* **What needs to be done**:
Return the lines of the data below in which the string "Elizabeth" occurs.

----------

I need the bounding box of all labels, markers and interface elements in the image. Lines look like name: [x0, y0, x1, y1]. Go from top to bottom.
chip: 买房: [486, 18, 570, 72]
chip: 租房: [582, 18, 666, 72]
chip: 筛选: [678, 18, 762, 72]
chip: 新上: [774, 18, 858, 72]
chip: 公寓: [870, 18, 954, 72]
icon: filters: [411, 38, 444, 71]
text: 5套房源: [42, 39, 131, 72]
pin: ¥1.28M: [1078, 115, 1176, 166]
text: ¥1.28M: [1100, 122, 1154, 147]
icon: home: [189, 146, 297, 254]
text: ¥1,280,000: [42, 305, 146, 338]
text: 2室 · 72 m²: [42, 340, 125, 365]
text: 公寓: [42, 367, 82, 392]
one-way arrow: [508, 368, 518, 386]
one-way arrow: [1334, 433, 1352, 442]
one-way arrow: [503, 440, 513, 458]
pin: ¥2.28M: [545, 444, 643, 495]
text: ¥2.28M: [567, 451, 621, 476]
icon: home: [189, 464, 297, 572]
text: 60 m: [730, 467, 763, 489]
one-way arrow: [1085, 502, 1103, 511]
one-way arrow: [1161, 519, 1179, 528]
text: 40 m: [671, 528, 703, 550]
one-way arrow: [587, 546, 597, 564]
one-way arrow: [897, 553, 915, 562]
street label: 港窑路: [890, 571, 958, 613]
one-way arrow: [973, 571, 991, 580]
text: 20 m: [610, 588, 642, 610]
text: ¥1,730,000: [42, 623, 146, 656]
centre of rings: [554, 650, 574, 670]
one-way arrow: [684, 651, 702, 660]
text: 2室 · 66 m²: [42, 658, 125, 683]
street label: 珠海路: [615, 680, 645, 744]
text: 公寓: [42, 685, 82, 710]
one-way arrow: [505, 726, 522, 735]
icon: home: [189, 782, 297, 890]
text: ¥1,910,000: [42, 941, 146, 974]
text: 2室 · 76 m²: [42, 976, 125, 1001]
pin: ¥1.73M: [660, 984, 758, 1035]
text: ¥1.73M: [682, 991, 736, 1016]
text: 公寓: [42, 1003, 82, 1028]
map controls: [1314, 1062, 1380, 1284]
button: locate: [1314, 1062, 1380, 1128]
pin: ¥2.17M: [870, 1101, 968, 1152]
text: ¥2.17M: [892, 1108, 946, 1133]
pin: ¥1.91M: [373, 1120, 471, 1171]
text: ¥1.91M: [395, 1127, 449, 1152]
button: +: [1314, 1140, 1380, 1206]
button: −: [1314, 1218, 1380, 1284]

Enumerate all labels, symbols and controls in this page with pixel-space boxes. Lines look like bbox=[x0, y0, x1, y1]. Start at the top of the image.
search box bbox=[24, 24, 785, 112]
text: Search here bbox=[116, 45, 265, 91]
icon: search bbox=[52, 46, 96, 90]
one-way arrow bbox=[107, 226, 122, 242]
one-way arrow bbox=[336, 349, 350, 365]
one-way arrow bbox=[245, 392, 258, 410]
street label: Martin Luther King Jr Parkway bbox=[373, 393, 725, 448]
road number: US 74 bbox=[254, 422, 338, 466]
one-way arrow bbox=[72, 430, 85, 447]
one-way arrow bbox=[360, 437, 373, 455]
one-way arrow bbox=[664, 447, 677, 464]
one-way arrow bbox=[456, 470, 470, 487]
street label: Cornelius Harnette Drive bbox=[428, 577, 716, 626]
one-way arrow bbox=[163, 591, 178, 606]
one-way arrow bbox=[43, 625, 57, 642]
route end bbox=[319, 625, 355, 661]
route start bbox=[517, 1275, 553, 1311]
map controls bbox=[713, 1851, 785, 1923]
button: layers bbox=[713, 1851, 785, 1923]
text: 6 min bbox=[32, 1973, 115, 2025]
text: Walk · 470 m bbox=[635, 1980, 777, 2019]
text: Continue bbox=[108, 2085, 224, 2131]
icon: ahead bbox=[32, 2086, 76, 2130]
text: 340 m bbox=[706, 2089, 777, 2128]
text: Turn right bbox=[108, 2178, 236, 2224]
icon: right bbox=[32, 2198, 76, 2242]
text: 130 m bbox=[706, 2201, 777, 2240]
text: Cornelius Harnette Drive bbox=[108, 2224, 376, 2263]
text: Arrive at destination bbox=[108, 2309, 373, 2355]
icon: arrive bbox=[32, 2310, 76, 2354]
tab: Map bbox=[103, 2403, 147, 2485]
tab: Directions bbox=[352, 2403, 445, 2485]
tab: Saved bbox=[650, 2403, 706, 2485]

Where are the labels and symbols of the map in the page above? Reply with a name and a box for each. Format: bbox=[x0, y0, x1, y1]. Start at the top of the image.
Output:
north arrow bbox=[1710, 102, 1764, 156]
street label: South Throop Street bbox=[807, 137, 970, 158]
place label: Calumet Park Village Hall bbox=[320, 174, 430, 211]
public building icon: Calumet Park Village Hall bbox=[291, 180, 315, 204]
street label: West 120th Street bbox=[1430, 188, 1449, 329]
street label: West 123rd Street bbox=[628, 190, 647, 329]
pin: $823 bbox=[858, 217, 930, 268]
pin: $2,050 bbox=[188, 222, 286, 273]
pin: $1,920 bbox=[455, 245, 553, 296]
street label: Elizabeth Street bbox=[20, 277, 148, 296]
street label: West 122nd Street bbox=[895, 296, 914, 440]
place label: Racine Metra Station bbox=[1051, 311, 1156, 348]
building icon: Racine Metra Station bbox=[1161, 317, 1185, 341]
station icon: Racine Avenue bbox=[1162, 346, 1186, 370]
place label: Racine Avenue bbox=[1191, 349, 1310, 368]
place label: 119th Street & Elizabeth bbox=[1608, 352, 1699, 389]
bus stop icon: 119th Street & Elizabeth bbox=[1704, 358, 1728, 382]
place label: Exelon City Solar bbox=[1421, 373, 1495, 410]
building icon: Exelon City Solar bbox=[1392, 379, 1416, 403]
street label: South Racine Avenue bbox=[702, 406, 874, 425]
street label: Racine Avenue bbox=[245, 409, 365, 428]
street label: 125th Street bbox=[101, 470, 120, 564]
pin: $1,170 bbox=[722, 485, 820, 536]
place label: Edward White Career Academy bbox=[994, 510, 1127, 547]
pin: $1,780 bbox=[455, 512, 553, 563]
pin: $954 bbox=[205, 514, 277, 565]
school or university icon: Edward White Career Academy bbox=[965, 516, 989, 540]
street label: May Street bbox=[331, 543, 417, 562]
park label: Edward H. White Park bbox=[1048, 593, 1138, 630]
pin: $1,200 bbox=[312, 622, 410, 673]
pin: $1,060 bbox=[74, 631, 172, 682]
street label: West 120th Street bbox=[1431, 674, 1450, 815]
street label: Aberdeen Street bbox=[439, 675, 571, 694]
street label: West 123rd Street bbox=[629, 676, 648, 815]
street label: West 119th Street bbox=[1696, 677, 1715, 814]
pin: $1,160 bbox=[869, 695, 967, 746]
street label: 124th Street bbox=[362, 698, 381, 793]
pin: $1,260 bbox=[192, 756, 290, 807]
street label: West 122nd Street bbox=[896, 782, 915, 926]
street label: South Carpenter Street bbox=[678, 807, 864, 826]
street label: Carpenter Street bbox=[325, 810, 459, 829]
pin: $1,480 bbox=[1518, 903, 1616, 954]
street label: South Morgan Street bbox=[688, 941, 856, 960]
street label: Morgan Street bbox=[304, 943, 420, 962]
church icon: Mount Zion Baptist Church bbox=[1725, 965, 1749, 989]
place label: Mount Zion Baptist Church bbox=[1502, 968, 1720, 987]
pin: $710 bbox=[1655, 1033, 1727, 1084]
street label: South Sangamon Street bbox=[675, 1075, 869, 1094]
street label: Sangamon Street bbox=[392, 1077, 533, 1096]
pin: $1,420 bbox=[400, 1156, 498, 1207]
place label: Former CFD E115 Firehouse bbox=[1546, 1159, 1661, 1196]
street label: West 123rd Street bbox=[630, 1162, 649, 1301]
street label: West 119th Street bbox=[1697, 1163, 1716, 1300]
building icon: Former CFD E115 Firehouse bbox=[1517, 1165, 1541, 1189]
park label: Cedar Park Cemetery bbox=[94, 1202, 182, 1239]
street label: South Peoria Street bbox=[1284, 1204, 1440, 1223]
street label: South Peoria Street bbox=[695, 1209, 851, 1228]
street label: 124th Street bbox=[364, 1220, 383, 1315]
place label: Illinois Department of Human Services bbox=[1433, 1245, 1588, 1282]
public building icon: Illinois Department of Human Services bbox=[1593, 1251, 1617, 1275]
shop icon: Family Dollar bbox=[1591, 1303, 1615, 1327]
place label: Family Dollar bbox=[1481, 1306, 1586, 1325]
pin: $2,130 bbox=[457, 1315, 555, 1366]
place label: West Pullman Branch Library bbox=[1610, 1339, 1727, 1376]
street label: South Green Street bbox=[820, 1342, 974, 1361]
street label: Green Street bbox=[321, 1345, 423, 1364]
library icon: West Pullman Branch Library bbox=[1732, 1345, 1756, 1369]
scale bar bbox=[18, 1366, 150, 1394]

----------

* **Expected answer**:
street label: Elizabeth Street bbox=[20, 277, 148, 296]
place label: 119th Street & Elizabeth bbox=[1608, 352, 1699, 389]
bus stop icon: 119th Street & Elizabeth bbox=[1704, 358, 1728, 382]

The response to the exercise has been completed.